On February 14, Clark's condition was upgraded from "serious" to "fair", and he was moved out of the intensive care unit for the first time since the implant, moving into a private room within the hospital. However, while the artificial heart functioned perfectly, his lungs and kidneys remained too weak to support him, and he returned to the ICU the following day to be placed back on a respirator. He was released from the ICU on February 24 and returned to the private room.

Clark began vomiting on the morning of March 3, and some of his vomit entered the lungs, causing him to contract aspiration pneumonia. The infection lasted weeks and ravaged his already weakened lungs, forcing him to be placed back on a respirator on March 16. It was accompanied by an intermittent fever. Starting on March 20, his kidney function began to deteriorate.

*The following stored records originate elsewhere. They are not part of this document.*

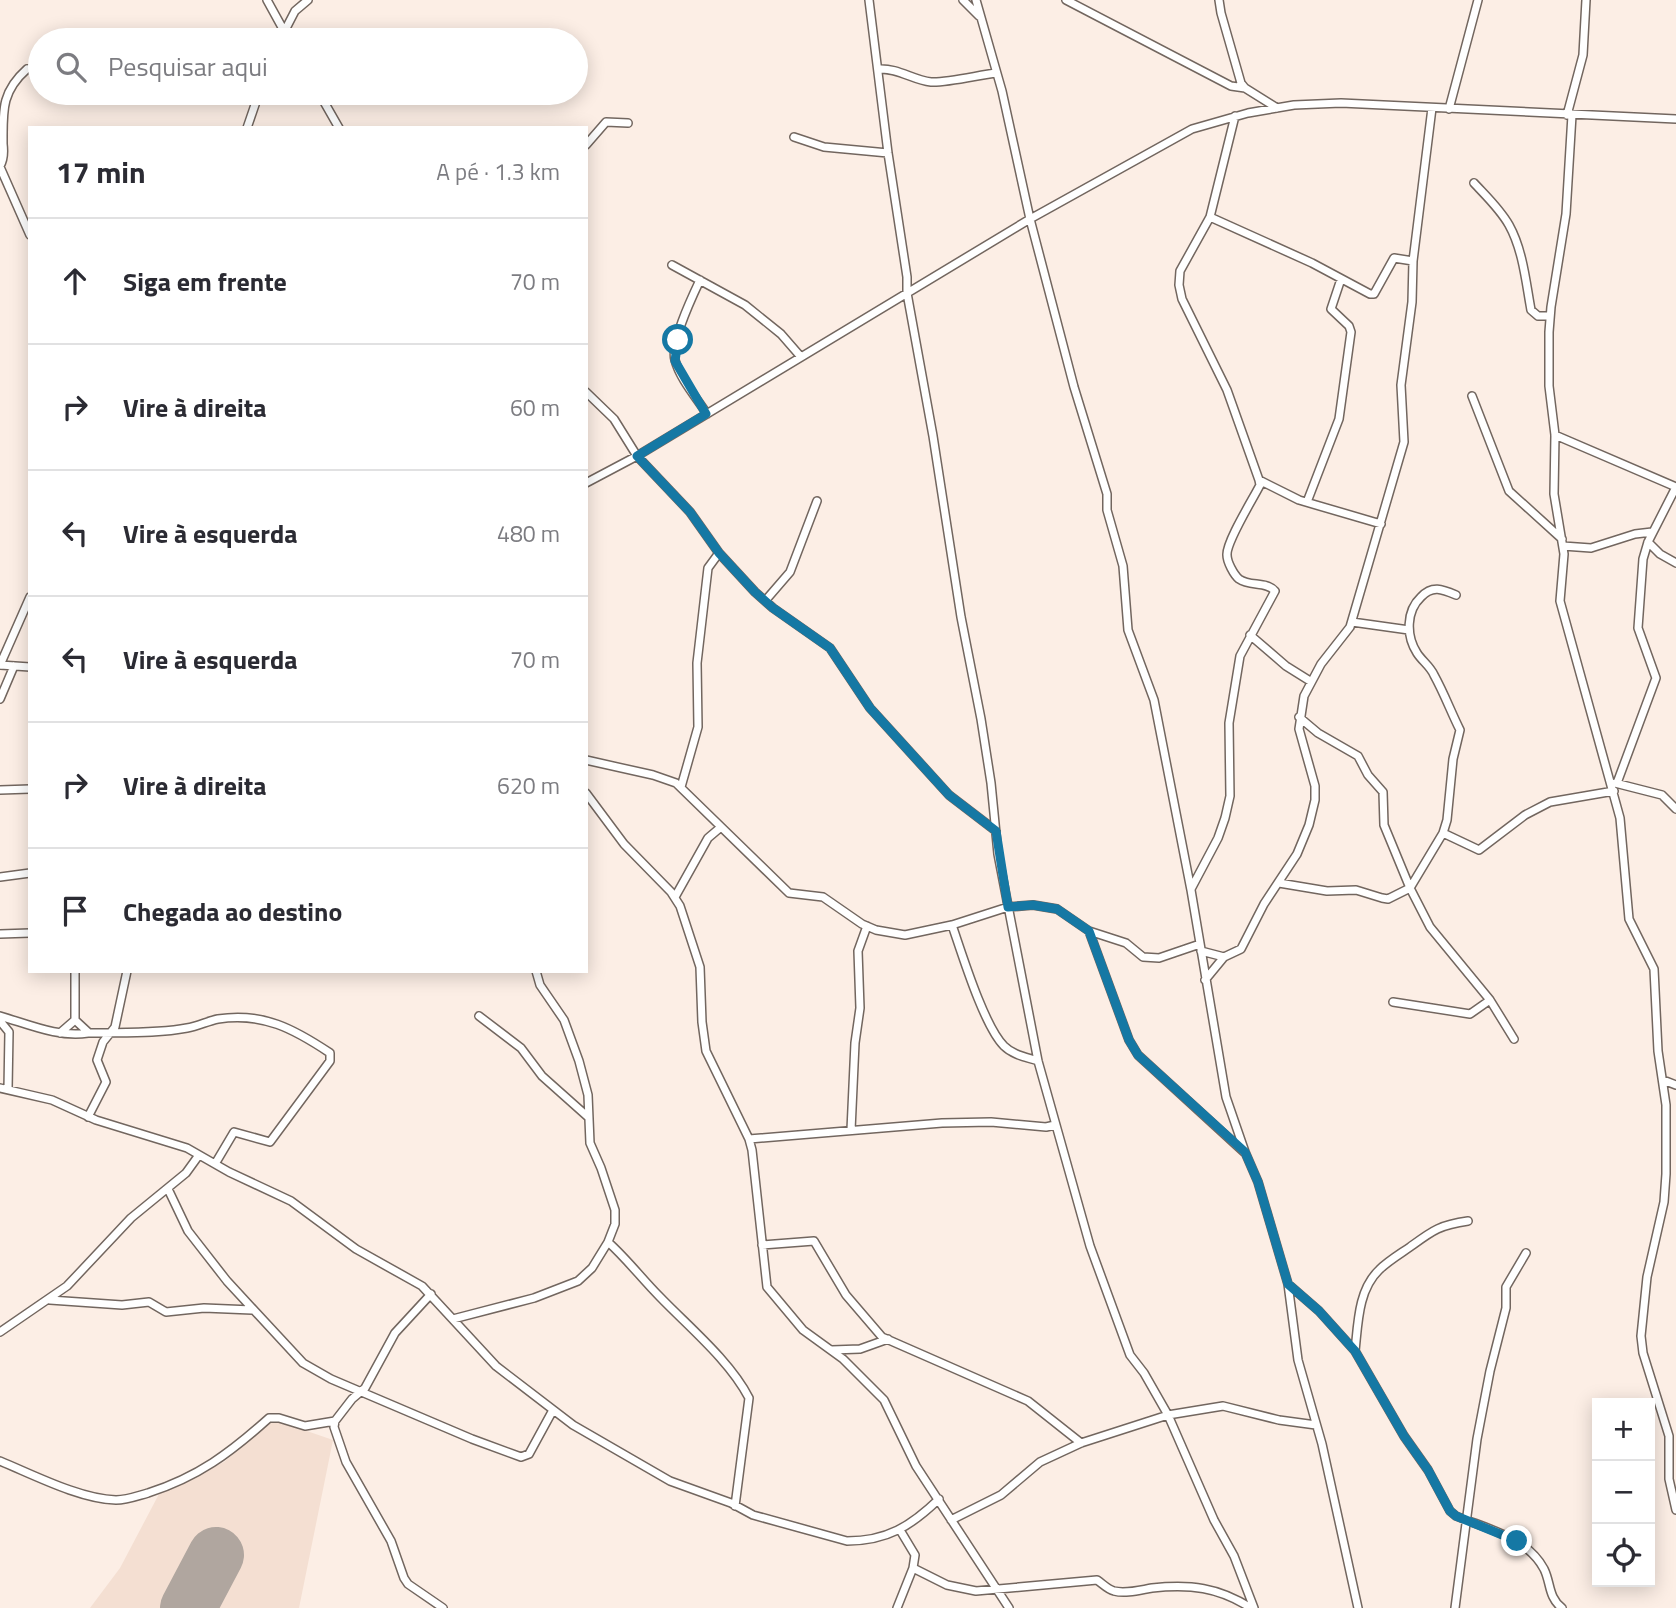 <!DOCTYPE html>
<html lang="pt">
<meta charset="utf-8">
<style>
body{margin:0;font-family:"Titillium Web",sans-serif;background:#f2f2f3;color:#2b2b33}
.controls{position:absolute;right:21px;bottom:21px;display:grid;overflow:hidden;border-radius:0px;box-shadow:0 4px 18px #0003}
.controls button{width:63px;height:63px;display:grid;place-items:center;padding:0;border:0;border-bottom:2px solid #e1e1e2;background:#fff;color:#2b2b33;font:35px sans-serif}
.stop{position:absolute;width:21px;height:21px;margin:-16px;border:5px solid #1578a4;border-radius:50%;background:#fff}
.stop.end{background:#1578a4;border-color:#fff;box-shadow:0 2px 7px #0008}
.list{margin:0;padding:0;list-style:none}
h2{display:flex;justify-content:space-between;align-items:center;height:91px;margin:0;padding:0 28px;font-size:30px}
h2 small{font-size:23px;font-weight:400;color:#7c7c81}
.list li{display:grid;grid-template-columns:46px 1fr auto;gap:21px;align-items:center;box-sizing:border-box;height:126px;padding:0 28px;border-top:2px solid #e1e1e2}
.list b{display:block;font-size:26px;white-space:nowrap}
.list em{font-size:23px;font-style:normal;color:#7c7c81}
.icon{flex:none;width:38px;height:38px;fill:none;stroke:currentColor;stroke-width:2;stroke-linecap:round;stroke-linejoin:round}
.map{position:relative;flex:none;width:1676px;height:1608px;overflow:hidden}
.search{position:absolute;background:#fff;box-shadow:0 4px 18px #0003;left:28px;top:28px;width:560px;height:77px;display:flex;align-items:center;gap:18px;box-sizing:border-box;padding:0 24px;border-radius:38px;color:#7c7c81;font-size:26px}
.panel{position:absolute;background:#fff;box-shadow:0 4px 18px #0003;left:28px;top:126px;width:560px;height:847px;border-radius:0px}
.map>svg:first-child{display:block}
.built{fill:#f4dfd2}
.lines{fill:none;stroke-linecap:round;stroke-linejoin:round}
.runway{stroke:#b0a69f;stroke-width:56}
.street-casing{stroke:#72665f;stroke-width:10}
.street{stroke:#fff;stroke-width:7}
.route{stroke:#1578a4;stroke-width:9}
</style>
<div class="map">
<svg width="1676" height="1608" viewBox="0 0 1676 1608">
<rect width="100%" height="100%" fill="#fceee5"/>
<path class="built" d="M272 1419 333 1440 299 1608H90L120 1568 159 1494 224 1462Z"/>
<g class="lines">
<path class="runway" d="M188 1608 216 1555"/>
<defs>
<path id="street" d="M267 0 289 40
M869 0 888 153 907 277V293L933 436 961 617 981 719 991 783 998 854 1038 1061 1090 1246 1130 1355 1144 1373 1168 1415 1214 1520 1234 1556 1254 1608
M963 0 979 16
M976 0 1002 91 1030 219 1074 387 1107 494V510L1123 566 1128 630 1154 700 1191 890 1226 1097 1245 1152 1258 1182 1288 1284
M1066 0 1231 86 1245 88
M1219 0 1221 13 1241 83 1245 88 1277 108
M280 40 295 11 308 0
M879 69C898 68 913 80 931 82 947 83 979 75 996 73
M319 93 339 128
M1449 109 1478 0
M1567 115 1583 55 1586 0
M1572 115 1566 214 1551 307 1549 332V386L1555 435 1554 494 1564 554 1560 601 1620 818 1629 919 1654 969 1658 1051 1666 1105V1174L1664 1202 1647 1277 1641 1336 1643 1353 1669 1436V1479L1676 1510
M247 128 259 93
M794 137 824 147 888 153
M586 145 606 122 628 123
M0 166C4 159 4 152 3 144 3 111 1 92 27 69
M0 167 30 235
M1474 183C1486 196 1500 209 1509 225 1523 250 1526 283 1531 310L1538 316H1550
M1210 217 1312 263 1370 294H1374L1394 258 1413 261
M672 265 745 305 781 334 801 357
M700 280C692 297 670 343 675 360 680 379 696 397 707 414
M586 392 614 419 637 456 690 512 719 553 755 592 773 608 830 648 870 708 949 795 996 831
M1472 396 1509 491 1562 539
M1555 435 1676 487
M1259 480 1299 500 1381 524
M586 483 637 456 1030 219 1192 129 1248 113 1294 105 1341 103 1676 119
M1307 502 1339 419 1351 332 1349 326 1331 309 1341 279
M1648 542 1660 554 1676 563
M1563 546 1591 548 1635 534 1652 532
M765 601 790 572 817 501
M1352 622 1409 630
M1250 635 1286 666 1310 681
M0 665 30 597
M0 665 30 667
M0 699 14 666
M1299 717 1318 733 1358 756 1368 775 1383 792 1384 825 1410 888 1430 927 1490 1000 1514 1039
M586 760 653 775 676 783 789 893 823 897 862 924 876 930 905 935 952 925 1008 907 1033 905 1057 909 1089 931 1126 943 1143 957 1159 958 1200 944
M1615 783 1662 795 1676 809
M1617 783 1656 678 1638 628 1643 559 1648 542 1676 487
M681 787 698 727 697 663 708 568 719 553
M0 790 30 789
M586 793 624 844 671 892 680 906 700 967 702 1022 706 1051 749 1139 752 1150 767 1287 803 1330 843 1359 884 1400 916 1466 1009 1608
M1443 833 1479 850 1525 815 1550 802 1614 791
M0 877 30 873
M1279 883 1327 891 1356 890 1382 898 1388 899 1410 888 1443 833 1447 820 1453 759 1460 730C1451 712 1444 693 1434 675 1430 666 1422 661 1417 653 1406 636 1406 611 1421 597 1432 585 1442 589 1456 595
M1191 889 1218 838 1225 818 1230 796 1229 723 1240 656 1275 591C1266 581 1250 587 1239 579 1234 575 1227 562 1227 555 1226 542 1253 499 1260 485L1259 480 1227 390 1182 299 1179 285 1180 271 1210 217 1235 116
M675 897 708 838 721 827
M952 925C962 954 984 1026 1004 1046 1013 1055 1026 1057 1038 1061
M1089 931 1129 1040 1138 1055 1244 1152
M0 934 30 933
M1201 951 1224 957
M75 971V1020L89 1033C120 1032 156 1034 187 1028 198 1026 208 1021 218 1019 263 1012 294 1029 330 1053V1061L270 1142 234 1132 215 1164
M1205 980 1224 957 1241 949 1264 904 1297 854 1309 825 1315 800V786L1299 729 1304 696 1321 664 1350 627 1404 442 1401 385 1412 302 1413 261 1432 108
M1393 1002 1470 1014 1490 1000
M0 1016C28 1024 59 1038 88 1033
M479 1016 521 1048 542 1076 588 1117
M0 1021 9 1032 8 1089
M60 1033 75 1020
M1663 1080 1676 1085
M0 1088 52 1100 96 1120 187 1148 229 1172 291 1201 356 1249 422 1286 496 1366 573 1425 670 1481 731 1503 753 1515 847 1541C887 1541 911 1526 939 1499
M88 1117 106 1082 97 1060 103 1042 115 1027 127 971
M851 1130 855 1043 860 1008 858 951 867 926
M749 1139 942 1123 991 1122 1046 1127 1055 1125
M168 1189 188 1231 227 1281 303 1363 331 1379 472 1439 521 1457 529 1454 553 1410
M608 1242C627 1259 642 1279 660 1297 689 1327 730 1361 749 1398L735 1506
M762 1245 814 1241 846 1295 882 1337 1028 1401 1081 1443
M431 1294 395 1333 365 1388 352 1399 335 1421 334 1427 346 1462 391 1541 404 1578 408 1584 443 1608
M50 1300 122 1305 149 1302 166 1312 204 1308 252 1310
M453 1319 534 1298 578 1281 592 1268 608 1242 615 1224V1210L601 1168 590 1143 588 1095 579 1061 564 1020 540 985 536 971
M0 1332 67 1286 131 1218 186 1173 199 1155
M832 1350 860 1349 888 1339
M1355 1351C1358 1324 1358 1290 1379 1270 1388 1261 1400 1254 1410 1247 1432 1231 1439 1225 1468 1221
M0 1461C34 1475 80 1499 116 1500 127 1500 137 1496 148 1493 198 1477 230 1453 269 1418H279L305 1426 335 1421
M951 1520 1001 1495 1040 1462 1081 1443 1168 1415 1223 1406 1279 1420 1316 1425
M913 1568 947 1585 976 1591 1097 1580C1103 1584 1107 1589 1114 1591 1126 1594 1140 1590 1152 1588 1190 1584 1218 1587 1251 1608
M897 1608 913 1568 915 1555 900 1530
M1358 1608 1322 1444 1298 1360 1288 1284 1319 1311 1355 1351 1404 1436 1428 1470 1450 1511 1456 1516C1487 1529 1527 1537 1544 1569 1551 1583 1548 1597 1562 1608
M1455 1608 1477 1439 1490 1371 1506 1308V1287L1526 1253"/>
</defs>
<use href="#street" class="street-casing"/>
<use href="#street" class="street"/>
</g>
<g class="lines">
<path class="route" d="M678 340 675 361 706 414 637 456 690 512 719 553 755 592 773 608 830 648 870 708 949 795 996 831 1008 907 1033 905 1057 909 1089 931 1129 1040 1138 1055 1245 1152 1258 1182 1288 1284 1319 1311 1355 1351 1404 1436 1428 1470 1450 1511 1456 1516 1517 1541"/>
</g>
</svg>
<div class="controls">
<button>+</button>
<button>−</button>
<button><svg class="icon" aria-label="locate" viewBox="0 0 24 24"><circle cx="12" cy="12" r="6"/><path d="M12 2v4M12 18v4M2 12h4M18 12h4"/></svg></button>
</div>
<div class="stop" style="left:678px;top:340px"></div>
<div class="stop end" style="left:1517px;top:1541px"></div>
<div class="search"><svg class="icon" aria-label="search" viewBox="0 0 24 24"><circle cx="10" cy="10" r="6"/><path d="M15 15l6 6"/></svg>Pesquisar aqui</div>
<section class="panel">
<h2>17 min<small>A pé · 1.3 km</small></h2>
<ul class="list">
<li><svg class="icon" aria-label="ahead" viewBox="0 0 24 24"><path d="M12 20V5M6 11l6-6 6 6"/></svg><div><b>Siga em frente</b></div><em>70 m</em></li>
<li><svg class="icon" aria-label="right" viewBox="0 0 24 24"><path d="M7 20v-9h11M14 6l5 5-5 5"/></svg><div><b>Vire à direita</b></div><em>60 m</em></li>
<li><svg class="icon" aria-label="left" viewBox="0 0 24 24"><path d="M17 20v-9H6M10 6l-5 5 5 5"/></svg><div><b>Vire à esquerda</b></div><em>480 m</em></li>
<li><svg class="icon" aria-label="left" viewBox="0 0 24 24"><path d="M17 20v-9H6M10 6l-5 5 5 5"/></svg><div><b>Vire à esquerda</b></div><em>70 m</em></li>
<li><svg class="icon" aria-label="right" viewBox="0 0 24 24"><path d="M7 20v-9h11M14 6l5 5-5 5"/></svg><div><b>Vire à direita</b></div><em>620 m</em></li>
<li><svg class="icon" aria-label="arrive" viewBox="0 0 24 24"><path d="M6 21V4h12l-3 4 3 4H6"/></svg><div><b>Chegada ao destino</b></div></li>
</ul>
</section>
</div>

On the morning of March 23, despite the ongoing kidney failure, doctors said his condition was still "fair" and that they would not return him to the ICU. Around noon that day, his blood flow dropped dramatically and doctors considered an operation to check the status of the artificial heart, but normal blood flow resumed on its own about 30 minutes later. In the early evening, Clark's condition began to deteriorate rapidly. All of his natural organs failed, and no neurological function could be detected. At 10:02 p.m., doctors turned off the Jarvik-7, which had continued pumping blood through Clark's body throughout the decline and was not considered a factor in his death. Clark was then declared dead.